Le cycliste britannique Christopher Froome fait depuis six mois l’objet d’une procédure pour un contrôle antidopage anormal et pourrait malgré tout disputer les plus grandes courses avant qu’une décision soit rendue. N’est-ce pas un échec du code mondial antidopage ?

Non, il faut respecter les droits des athlètes. Il y a un processus disciplinaire avec un droit de se défendre et d’être jugé. C’est un cas pour lequel il n’y a pas de suspension provisoire obligatoire, à partir de là tout le monde joue dans les règles, c’est comme ça.

Ne devrait-il pas y avoir un délai maximal pendant lequel le cas doit être tranché, au moins en première instance ?
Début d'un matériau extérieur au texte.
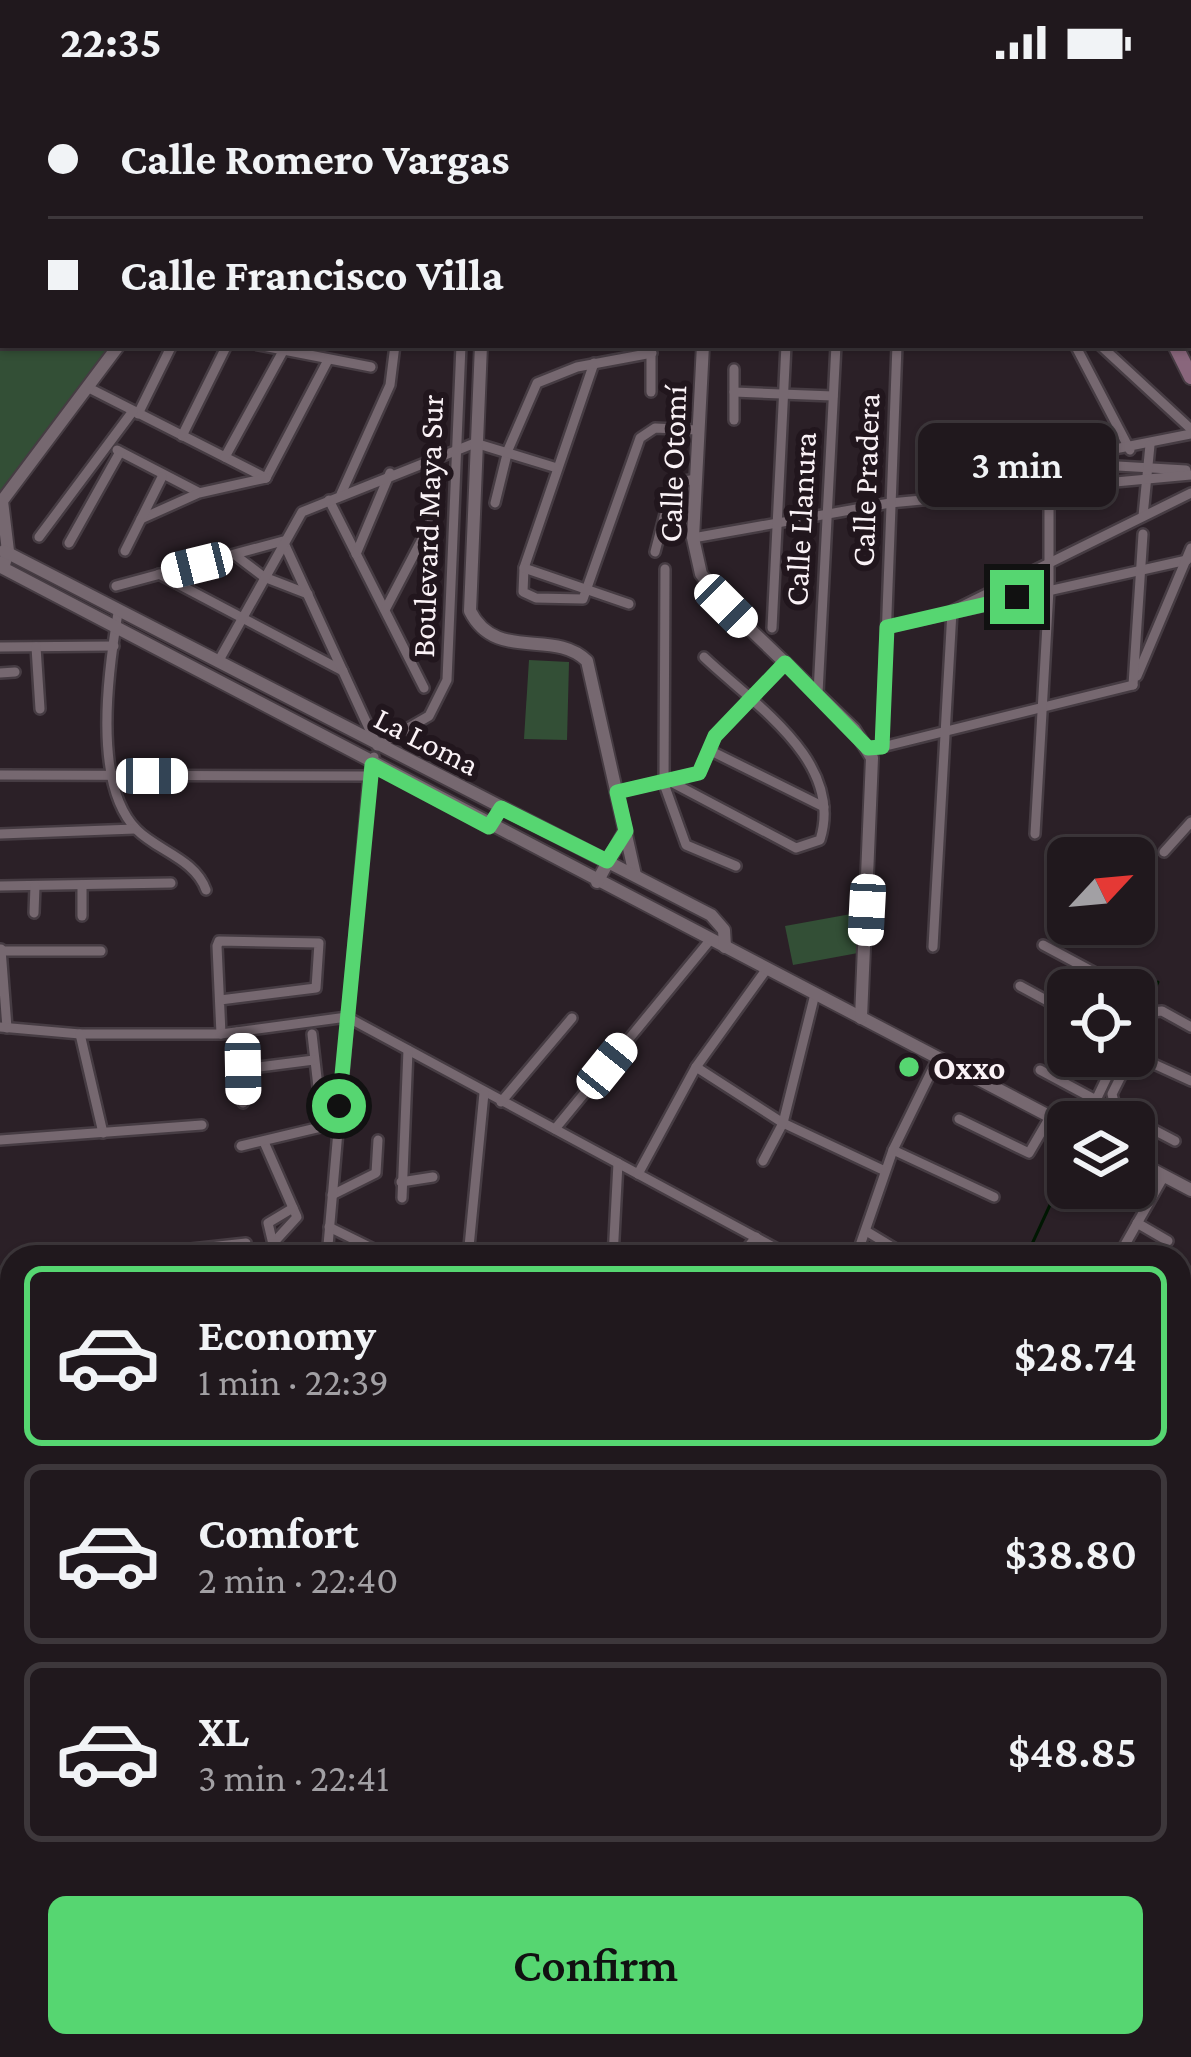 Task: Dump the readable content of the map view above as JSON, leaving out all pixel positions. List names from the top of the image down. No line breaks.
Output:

Ce serait bien, dans l’idéal, mais on a renoncé, quand on a écrit le code, à fixer un délai maximal. Car certains cas demandent plus d’investigation, plus d’expertise. Il ne faut pas que le système soit abusé, qu’il y ait des manœuvres dilatoires mises en place, et c’est le rôle des arbitres de gérer leur procédure de façon adéquate pour éviter que ça traîne de façon injustifiée. Mais il faut aussi respecter le droit de l’athlète à se défendre.